The data processing is grounded in Art. 6 para. 1 s. 1 lit. f GDPR, which allows for the processing of data to protect the legitimate interests of the data controller, as long as the interests or fundamental rights and freedoms of the data subject do not override these interests.
Data Processing for Compliance with Legal Obligations
We also process your data to comply with legal obligations, such as regulatory requirements, and commercial and tax record-keeping and documentation duties.
The basis for this data processing is Art. 6 para. 1 s. 1 lit. c GDPR, which allows for processing necessary to comply with a legal obligation.
Categories of Recipients of Personal Data
Your personal data will only be shared with third parties or otherwise transmitted if necessary for contract execution or billing, if you have previously consented, or if there is a legal basis for such disclosure.
As needed for contract fulfillment, data may be shared with partner companies tasked with assisting in contract execution. Our partners commit to adhere to data privacy laws and are prohibited from using the data for any purpose other than contract execution.
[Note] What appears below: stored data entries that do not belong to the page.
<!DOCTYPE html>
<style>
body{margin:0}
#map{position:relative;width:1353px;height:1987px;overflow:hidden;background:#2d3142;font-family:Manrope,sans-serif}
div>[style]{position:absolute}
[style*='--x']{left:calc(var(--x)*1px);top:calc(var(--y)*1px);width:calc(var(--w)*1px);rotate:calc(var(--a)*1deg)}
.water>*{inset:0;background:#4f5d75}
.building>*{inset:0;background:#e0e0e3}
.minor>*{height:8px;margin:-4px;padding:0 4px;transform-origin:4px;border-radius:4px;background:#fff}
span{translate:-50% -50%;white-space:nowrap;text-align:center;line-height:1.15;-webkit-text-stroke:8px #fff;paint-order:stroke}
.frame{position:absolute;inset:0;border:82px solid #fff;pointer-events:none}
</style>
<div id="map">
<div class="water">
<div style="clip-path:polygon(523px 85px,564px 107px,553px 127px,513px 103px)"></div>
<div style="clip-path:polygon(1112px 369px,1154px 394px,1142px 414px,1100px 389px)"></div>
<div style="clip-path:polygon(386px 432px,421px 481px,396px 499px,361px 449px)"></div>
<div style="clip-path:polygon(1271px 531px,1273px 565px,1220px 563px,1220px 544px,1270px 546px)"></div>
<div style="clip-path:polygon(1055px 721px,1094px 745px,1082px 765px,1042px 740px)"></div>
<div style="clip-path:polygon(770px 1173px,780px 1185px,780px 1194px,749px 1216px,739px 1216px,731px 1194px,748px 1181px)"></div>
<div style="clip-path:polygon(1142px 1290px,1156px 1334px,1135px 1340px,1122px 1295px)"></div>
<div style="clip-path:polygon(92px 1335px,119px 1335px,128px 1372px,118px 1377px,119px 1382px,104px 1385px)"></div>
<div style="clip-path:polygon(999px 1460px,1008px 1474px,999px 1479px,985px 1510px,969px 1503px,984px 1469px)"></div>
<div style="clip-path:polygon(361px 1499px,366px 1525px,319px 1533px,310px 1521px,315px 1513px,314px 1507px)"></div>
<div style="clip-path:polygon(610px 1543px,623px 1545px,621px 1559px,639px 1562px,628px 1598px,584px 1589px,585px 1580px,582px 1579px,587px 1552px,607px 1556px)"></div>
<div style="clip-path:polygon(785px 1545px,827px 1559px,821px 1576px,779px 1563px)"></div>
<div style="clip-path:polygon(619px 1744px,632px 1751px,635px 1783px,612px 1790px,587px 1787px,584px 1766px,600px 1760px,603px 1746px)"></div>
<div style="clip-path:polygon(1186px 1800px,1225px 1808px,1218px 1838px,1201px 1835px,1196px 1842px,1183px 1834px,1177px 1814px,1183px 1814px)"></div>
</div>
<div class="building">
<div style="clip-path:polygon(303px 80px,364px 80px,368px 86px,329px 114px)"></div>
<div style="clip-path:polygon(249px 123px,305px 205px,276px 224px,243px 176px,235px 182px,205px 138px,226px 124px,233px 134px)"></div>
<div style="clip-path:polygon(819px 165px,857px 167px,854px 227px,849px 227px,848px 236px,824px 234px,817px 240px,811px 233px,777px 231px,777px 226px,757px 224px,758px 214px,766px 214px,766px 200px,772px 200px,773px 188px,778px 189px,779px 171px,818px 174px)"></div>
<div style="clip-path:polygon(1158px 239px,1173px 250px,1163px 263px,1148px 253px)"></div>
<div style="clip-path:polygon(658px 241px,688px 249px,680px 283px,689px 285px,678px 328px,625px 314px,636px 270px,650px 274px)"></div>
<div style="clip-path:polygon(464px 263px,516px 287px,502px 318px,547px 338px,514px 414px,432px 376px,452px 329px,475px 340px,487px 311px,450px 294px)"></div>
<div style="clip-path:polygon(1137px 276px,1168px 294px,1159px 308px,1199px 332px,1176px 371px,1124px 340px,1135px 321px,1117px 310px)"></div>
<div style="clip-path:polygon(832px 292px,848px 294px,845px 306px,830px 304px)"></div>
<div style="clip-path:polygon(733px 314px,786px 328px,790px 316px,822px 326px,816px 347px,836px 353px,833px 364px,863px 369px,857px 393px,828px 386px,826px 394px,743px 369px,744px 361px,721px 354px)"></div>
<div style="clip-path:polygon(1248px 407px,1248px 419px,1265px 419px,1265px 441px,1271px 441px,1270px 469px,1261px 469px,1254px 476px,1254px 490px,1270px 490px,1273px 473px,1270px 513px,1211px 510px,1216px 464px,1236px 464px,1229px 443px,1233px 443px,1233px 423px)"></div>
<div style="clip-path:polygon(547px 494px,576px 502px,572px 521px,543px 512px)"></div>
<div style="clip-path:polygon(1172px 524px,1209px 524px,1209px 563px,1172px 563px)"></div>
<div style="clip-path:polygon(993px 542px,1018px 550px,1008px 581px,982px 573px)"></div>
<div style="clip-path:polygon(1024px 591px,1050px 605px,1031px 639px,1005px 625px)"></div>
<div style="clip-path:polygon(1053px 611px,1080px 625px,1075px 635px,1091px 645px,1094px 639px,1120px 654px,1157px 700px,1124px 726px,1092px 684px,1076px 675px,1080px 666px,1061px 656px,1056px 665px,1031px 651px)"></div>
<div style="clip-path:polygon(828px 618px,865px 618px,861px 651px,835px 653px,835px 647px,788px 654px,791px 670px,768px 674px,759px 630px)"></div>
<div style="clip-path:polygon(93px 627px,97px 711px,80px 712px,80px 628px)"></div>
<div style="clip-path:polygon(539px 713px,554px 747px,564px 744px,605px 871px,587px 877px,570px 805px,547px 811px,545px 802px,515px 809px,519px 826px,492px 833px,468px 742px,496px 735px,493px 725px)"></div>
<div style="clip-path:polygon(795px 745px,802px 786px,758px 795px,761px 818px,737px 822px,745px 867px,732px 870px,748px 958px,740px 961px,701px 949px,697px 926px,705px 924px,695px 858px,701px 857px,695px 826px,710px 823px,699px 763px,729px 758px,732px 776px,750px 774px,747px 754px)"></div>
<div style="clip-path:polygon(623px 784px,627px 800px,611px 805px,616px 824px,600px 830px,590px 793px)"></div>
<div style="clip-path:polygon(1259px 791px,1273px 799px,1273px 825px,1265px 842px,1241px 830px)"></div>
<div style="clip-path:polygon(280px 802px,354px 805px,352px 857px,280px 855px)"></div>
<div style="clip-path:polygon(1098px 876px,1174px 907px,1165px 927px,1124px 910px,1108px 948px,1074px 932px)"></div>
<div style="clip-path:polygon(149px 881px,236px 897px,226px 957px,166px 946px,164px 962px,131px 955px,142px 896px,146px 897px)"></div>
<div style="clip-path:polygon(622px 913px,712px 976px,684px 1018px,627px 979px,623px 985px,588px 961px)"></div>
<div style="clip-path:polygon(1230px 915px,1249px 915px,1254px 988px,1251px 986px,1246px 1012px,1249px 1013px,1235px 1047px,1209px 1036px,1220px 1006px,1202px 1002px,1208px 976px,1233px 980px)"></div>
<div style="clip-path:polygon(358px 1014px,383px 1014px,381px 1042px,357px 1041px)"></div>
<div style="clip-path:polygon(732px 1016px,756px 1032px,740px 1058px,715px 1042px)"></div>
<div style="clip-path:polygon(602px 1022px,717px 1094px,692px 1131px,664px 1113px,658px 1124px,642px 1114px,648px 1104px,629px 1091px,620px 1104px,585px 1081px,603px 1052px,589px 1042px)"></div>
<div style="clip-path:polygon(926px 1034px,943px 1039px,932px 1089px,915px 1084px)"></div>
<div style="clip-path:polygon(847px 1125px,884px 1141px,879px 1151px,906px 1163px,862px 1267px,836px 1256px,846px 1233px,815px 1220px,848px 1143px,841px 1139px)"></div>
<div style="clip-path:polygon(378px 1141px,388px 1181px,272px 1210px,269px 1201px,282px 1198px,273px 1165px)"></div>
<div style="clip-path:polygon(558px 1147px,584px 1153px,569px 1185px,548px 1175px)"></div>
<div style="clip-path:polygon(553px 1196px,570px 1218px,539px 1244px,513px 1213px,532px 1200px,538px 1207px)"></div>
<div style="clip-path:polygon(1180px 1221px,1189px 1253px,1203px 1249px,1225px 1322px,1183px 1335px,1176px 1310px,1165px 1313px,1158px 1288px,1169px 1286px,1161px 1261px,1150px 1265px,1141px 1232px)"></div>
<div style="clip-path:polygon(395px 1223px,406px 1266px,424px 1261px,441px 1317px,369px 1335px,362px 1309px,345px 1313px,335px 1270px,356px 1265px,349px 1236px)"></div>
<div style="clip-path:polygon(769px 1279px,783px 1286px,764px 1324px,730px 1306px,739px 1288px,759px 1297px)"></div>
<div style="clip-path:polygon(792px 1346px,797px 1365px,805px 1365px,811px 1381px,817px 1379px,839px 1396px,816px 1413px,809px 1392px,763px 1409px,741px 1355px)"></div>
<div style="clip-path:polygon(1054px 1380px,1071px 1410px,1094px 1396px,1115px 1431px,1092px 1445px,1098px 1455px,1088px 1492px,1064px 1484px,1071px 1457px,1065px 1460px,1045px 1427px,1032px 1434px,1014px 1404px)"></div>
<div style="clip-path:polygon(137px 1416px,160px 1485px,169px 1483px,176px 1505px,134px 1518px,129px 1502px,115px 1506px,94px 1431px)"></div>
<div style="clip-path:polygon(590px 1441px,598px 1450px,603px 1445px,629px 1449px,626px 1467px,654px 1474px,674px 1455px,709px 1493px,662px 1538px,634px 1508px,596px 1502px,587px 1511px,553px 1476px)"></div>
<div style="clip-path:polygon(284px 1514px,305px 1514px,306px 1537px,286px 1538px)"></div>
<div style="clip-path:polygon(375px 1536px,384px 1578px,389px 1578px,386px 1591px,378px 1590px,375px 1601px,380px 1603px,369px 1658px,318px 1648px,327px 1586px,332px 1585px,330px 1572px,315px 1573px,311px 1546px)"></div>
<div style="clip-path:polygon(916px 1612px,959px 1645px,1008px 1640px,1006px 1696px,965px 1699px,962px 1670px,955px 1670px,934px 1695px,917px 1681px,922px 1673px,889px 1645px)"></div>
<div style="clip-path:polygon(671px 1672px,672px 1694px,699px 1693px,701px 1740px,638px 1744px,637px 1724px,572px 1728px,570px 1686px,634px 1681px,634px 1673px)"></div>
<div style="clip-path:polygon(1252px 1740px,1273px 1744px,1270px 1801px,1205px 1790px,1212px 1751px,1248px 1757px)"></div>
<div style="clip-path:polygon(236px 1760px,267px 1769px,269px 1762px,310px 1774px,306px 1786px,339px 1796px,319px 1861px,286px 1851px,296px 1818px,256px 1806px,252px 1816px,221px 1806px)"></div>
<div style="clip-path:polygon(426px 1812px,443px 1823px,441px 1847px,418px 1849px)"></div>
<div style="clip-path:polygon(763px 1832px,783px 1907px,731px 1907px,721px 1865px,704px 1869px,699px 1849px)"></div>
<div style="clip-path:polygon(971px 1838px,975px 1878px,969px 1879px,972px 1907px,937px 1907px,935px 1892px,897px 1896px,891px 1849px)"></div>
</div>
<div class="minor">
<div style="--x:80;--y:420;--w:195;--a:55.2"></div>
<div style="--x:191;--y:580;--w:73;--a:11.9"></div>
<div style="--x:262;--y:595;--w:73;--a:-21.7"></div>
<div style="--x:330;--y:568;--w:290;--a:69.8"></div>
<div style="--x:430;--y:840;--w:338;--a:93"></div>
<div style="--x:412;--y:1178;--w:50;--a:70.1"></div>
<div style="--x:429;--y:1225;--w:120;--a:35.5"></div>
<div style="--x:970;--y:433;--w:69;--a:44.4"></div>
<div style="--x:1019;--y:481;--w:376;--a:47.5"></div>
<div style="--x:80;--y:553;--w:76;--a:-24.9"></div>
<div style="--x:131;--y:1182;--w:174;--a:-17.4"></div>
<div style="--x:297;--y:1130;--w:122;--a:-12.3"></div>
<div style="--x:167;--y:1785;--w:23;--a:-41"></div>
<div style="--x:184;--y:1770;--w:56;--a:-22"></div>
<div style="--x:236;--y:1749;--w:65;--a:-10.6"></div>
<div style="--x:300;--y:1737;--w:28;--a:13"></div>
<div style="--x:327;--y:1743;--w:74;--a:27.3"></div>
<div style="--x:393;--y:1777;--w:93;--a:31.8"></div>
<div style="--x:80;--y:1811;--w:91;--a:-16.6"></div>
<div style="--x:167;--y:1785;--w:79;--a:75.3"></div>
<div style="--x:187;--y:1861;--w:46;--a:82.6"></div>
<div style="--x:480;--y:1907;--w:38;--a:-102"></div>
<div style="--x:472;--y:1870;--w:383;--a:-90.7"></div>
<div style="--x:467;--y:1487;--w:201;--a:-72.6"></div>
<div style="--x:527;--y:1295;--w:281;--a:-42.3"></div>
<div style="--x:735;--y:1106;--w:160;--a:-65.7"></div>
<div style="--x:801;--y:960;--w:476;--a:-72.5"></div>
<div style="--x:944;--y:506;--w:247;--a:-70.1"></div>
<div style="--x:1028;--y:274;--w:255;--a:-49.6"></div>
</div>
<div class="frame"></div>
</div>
Service providers aiding us in delivering our services to you include sales and marketing partners, software (SaaS) providers, IT service providers, specifically those for software and hardware maintenance, hosting providers, and email service providers.
Duration of Data Storage
As a general rule, we delete your data as soon as it is no longer needed for the purposes mentioned above, unless temporary storage is still required.
We retain your data in accordance with legal documentation and storage obligations, which arise, among other sources, from the German Commercial Code and the German Tax Code, stipulating storage periods of up to ten full years.
Additionally, we retain your data for the duration in which claims can be made against our company (statutory limitation period of three or up to thirty years).
Data Security
We transmit your personal data securely through encryption, utilizing the SSL (Secure Socket Layer) coding system. An encrypted connection is indicated by the change in the browser's address line from "http://" to "https://," and by the presence of the lock symbol in your browser line.
In addition, we protect our websites and other systems with technical and organizational measures to prevent loss, destruction, unauthorized access, alteration, or distribution of your data by unauthorized individuals.
Rights of the Data Subject
Under the applicable legal provisions, you have the right to request, at any time and free of charge, information about your personal data stored by us, including its origin, recipients, and the purpose of the data processing. Additionally, you may have the right to correct, block, or delete this data, if applicable. For these inquiries, as well as for further questions regarding personal data, you can contact us at any time using the contact details provided in section 1.
You may also possess a right to restrict the processing of your data and a right to receive the data you've provided in a structured, commonly used, and machine-readable format. If you have granted us consent to process personal data for specific purposes, you can withdraw your consent at any time, effective for the future. If we process your data to safeguard legitimate interests, you may object to this processing due to reasons arising from your specific situation.
Additionally, you have the option to contact a data protection supervisory authority (right of appeal).